List all lines of the data containing the word "bubble".

» Data extracts

□ □ □ □ □

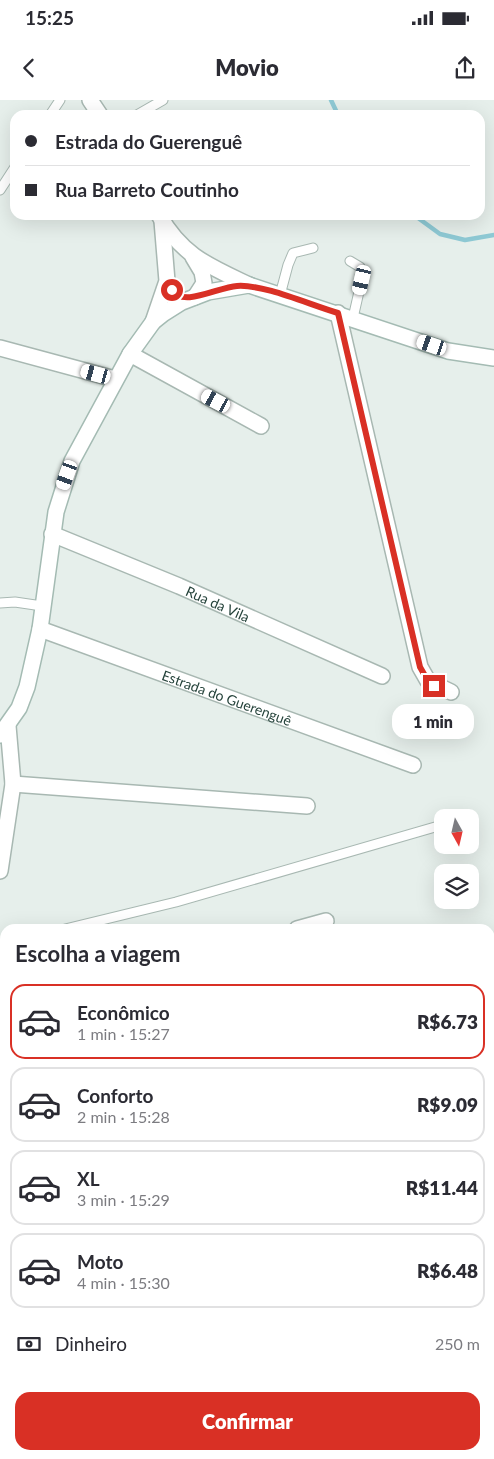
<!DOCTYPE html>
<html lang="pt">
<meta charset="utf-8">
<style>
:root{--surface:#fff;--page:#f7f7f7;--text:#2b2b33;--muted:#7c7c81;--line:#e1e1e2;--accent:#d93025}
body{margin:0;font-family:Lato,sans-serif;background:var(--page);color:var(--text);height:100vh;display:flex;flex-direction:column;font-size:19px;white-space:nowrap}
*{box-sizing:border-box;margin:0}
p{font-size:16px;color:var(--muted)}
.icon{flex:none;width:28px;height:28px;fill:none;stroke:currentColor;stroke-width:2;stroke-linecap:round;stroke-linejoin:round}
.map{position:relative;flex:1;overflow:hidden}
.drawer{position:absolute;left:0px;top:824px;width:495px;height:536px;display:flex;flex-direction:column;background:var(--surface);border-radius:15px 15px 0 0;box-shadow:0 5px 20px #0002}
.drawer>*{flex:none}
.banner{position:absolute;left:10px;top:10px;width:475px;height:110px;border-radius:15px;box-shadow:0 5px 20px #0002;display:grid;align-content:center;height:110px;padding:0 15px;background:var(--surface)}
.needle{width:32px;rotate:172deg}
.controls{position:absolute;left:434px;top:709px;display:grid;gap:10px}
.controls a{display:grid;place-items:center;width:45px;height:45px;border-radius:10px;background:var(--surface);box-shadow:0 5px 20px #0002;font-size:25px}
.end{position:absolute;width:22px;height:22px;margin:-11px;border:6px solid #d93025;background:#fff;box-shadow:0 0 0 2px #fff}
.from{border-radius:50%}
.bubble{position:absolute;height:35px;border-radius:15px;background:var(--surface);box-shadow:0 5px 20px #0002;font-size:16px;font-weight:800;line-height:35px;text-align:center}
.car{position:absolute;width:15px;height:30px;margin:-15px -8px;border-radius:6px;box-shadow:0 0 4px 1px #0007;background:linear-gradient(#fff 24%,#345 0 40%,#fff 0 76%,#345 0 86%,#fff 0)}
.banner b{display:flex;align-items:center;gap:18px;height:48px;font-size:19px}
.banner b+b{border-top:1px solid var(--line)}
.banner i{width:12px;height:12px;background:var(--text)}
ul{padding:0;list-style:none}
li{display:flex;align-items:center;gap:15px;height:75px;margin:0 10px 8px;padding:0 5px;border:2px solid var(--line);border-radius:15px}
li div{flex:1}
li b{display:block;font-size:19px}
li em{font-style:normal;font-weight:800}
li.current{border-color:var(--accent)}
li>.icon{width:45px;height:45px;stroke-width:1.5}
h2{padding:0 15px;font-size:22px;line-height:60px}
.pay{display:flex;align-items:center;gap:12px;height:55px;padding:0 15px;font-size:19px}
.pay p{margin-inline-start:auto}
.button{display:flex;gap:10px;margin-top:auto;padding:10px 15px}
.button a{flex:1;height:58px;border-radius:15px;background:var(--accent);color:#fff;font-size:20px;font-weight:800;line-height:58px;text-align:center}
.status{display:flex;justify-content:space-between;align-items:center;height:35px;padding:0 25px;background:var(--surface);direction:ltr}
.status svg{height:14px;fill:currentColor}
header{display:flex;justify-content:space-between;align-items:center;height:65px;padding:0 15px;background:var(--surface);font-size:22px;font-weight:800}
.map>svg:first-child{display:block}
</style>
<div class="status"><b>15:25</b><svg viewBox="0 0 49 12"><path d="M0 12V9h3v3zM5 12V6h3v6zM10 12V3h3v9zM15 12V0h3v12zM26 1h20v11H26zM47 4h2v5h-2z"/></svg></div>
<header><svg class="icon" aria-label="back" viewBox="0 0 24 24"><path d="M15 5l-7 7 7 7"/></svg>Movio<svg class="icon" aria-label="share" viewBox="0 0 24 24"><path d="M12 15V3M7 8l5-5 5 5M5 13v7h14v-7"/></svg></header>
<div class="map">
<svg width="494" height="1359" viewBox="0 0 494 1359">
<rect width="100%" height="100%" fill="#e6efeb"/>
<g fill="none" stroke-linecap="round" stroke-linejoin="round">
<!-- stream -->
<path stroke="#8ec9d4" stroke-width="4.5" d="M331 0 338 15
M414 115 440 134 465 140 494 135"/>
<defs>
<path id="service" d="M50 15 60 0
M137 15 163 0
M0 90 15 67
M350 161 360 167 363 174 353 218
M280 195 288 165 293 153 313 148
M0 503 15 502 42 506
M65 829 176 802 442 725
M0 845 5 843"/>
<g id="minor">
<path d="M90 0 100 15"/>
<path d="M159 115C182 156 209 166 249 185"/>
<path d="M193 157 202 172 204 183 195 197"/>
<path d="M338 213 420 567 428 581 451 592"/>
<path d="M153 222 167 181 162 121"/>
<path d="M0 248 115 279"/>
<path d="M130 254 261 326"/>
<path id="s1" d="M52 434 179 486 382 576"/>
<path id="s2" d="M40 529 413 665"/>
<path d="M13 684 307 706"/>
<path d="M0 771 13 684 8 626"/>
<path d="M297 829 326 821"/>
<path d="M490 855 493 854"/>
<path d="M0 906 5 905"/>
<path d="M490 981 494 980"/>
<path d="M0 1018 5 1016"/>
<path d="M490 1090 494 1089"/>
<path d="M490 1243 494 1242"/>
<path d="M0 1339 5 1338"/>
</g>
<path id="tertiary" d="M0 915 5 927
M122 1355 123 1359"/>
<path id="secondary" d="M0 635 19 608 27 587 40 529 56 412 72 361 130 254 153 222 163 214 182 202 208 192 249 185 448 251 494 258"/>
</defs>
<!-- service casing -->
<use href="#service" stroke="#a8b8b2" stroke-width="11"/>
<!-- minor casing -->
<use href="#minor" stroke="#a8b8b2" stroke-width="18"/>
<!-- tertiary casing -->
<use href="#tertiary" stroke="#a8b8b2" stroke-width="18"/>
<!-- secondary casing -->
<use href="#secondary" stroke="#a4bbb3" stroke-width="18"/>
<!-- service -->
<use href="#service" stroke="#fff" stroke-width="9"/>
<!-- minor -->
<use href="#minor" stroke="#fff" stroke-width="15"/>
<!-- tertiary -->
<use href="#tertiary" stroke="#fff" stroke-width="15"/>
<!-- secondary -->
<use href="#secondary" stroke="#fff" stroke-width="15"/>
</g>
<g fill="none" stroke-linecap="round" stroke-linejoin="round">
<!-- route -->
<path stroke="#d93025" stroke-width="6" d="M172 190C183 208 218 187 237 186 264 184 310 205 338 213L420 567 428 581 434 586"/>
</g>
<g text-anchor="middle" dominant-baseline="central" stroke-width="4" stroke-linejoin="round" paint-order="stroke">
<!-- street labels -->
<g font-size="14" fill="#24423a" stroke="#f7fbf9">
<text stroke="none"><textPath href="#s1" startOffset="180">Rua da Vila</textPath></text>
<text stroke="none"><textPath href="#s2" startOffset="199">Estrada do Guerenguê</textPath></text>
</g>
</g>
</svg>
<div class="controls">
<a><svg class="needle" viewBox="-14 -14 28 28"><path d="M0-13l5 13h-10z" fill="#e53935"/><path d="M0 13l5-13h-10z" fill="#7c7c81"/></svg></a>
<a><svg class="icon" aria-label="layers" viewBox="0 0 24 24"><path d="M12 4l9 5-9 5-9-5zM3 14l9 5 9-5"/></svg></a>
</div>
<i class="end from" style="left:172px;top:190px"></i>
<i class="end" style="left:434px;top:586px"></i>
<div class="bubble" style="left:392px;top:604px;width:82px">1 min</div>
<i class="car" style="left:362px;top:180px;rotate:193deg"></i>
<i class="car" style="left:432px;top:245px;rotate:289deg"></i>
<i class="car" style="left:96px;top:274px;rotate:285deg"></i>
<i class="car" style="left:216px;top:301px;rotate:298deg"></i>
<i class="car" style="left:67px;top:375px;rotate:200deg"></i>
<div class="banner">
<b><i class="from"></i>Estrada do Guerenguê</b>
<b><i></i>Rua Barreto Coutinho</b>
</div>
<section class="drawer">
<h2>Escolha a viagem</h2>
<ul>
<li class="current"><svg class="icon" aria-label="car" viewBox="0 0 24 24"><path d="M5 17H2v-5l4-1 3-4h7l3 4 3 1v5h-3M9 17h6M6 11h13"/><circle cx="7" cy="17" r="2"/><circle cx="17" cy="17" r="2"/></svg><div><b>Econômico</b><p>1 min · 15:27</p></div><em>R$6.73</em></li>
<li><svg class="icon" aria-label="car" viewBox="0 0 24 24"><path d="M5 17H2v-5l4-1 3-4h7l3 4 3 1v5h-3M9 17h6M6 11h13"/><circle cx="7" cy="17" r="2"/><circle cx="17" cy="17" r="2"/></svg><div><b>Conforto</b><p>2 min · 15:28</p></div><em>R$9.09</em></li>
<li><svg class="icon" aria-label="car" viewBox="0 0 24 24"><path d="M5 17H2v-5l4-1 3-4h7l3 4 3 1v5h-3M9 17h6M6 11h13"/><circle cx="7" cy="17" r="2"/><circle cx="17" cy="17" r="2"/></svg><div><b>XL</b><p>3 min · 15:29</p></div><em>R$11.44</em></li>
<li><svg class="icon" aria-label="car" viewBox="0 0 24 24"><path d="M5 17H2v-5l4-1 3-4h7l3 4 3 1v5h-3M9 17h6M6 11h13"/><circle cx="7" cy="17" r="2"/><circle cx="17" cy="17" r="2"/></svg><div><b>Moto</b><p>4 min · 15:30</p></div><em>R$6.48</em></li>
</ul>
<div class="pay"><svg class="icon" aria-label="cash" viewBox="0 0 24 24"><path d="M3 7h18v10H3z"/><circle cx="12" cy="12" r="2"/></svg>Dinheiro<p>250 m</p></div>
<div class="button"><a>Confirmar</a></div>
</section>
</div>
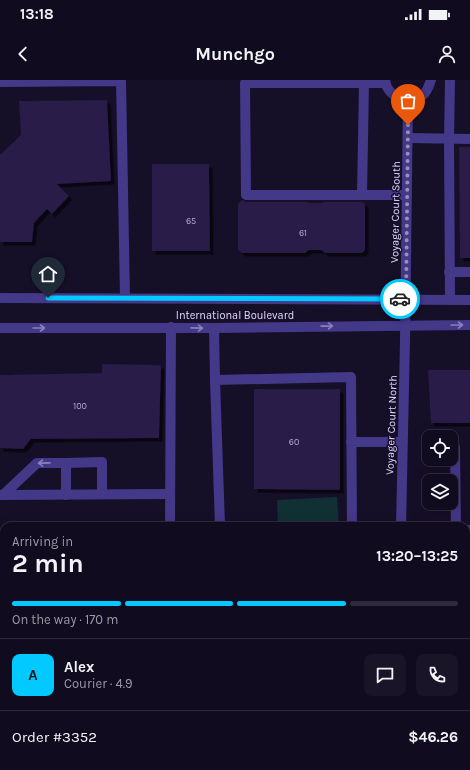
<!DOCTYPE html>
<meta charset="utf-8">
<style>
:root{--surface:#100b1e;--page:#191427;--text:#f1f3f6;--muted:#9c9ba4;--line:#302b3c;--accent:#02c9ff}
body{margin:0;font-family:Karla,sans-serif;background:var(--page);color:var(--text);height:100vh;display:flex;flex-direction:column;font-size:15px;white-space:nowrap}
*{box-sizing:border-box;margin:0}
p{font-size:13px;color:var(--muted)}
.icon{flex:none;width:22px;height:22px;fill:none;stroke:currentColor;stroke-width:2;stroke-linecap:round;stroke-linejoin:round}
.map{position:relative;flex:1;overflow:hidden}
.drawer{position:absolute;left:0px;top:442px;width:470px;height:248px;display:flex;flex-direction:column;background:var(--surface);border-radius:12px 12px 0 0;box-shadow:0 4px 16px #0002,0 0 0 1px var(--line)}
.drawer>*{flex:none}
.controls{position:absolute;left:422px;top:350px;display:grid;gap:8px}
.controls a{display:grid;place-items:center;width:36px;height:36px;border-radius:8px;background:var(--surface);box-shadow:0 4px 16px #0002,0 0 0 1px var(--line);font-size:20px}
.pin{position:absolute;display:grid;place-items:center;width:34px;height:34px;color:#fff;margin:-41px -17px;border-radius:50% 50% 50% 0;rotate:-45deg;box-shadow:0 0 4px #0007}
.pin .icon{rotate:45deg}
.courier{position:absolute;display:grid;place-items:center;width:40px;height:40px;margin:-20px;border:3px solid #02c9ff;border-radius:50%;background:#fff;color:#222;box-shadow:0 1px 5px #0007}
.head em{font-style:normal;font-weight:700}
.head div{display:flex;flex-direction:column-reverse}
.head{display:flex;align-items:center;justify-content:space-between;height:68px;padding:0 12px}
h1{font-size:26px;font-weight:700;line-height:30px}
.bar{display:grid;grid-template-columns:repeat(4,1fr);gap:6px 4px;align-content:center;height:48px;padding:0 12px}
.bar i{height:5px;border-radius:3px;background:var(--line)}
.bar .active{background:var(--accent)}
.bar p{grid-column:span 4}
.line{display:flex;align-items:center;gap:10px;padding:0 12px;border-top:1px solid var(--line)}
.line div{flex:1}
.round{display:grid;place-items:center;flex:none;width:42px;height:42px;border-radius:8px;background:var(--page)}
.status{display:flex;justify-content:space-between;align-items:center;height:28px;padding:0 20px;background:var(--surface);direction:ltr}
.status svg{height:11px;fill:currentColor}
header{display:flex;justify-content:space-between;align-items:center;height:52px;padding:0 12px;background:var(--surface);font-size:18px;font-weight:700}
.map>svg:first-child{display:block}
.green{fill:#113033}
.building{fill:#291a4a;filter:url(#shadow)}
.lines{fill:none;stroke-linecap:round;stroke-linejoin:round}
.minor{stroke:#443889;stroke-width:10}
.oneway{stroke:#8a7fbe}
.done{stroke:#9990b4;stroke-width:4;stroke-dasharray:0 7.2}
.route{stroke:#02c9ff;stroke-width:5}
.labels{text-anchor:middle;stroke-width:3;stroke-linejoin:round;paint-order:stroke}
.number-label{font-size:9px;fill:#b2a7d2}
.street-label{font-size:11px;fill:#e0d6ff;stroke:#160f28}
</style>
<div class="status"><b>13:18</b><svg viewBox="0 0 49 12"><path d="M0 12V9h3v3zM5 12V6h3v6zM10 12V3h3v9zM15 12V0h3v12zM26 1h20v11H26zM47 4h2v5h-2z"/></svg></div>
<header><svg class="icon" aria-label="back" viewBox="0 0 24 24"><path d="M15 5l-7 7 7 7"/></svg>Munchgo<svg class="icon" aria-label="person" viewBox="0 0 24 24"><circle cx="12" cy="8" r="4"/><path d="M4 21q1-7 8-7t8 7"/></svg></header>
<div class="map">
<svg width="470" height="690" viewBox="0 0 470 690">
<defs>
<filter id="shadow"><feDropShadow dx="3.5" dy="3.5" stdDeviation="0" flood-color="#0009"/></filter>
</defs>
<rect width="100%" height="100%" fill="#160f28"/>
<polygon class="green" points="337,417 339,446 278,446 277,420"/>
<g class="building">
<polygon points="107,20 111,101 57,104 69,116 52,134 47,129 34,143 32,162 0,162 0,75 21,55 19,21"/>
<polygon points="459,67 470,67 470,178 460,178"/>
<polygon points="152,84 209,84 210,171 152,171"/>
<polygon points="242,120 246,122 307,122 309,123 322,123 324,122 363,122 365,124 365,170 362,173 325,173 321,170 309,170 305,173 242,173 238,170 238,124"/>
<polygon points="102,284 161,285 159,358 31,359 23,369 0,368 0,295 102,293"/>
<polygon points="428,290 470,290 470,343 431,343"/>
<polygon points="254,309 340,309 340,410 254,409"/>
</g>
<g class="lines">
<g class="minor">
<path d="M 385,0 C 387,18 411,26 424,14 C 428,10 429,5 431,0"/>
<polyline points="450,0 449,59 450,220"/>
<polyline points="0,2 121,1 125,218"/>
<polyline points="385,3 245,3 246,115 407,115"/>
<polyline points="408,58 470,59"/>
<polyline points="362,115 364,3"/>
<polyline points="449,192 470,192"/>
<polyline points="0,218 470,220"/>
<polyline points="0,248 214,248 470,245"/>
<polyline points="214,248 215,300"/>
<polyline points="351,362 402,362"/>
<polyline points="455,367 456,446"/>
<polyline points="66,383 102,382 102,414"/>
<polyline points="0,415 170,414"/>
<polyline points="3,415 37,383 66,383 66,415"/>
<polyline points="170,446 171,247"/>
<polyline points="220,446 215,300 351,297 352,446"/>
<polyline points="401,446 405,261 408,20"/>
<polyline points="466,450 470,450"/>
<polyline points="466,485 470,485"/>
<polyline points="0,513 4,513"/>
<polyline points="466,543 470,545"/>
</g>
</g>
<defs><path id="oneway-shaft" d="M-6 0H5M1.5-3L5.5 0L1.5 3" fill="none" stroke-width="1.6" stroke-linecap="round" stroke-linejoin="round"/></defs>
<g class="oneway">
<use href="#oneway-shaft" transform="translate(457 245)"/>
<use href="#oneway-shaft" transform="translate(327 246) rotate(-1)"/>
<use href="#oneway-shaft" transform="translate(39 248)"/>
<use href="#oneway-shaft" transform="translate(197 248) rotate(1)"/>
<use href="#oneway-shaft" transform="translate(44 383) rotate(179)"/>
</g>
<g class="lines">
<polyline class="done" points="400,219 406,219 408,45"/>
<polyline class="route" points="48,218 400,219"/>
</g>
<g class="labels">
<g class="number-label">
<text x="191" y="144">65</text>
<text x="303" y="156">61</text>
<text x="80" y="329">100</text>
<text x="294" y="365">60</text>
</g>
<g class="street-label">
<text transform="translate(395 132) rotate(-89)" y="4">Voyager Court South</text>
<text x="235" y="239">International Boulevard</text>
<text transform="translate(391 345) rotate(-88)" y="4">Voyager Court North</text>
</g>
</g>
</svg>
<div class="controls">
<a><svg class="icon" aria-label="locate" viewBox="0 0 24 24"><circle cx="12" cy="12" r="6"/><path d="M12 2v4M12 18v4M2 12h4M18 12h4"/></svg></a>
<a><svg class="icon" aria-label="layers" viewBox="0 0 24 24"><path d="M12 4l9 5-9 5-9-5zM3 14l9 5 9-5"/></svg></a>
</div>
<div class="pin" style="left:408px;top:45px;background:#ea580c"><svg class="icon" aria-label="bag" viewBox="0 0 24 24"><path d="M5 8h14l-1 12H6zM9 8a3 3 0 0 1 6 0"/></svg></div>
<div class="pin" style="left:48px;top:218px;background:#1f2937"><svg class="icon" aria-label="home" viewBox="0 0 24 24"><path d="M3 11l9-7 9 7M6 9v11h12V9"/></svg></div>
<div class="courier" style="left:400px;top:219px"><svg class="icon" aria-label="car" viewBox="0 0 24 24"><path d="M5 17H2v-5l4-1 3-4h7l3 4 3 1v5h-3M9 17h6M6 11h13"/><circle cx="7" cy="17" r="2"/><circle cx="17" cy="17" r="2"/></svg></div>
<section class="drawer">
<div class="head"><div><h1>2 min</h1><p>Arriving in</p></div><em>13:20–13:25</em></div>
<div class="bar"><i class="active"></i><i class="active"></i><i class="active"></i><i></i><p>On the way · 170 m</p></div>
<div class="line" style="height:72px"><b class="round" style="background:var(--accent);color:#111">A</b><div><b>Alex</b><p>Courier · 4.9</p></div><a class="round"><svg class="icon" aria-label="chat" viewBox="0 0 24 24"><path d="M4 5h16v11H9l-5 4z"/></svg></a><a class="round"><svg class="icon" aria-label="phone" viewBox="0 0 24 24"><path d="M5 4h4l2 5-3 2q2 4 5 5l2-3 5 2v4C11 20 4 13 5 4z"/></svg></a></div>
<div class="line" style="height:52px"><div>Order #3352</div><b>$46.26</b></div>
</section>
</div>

□ □ □ □ □

» Response area
.bubble{position:absolute;height:35px;border-radius:15px;background:var(--surface);box-shadow:0 5px 20px #0002;font-size:16px;font-weight:800;line-height:35px;text-align:center}
<div class="bubble" style="left:392px;top:604px;width:82px">1 min</div>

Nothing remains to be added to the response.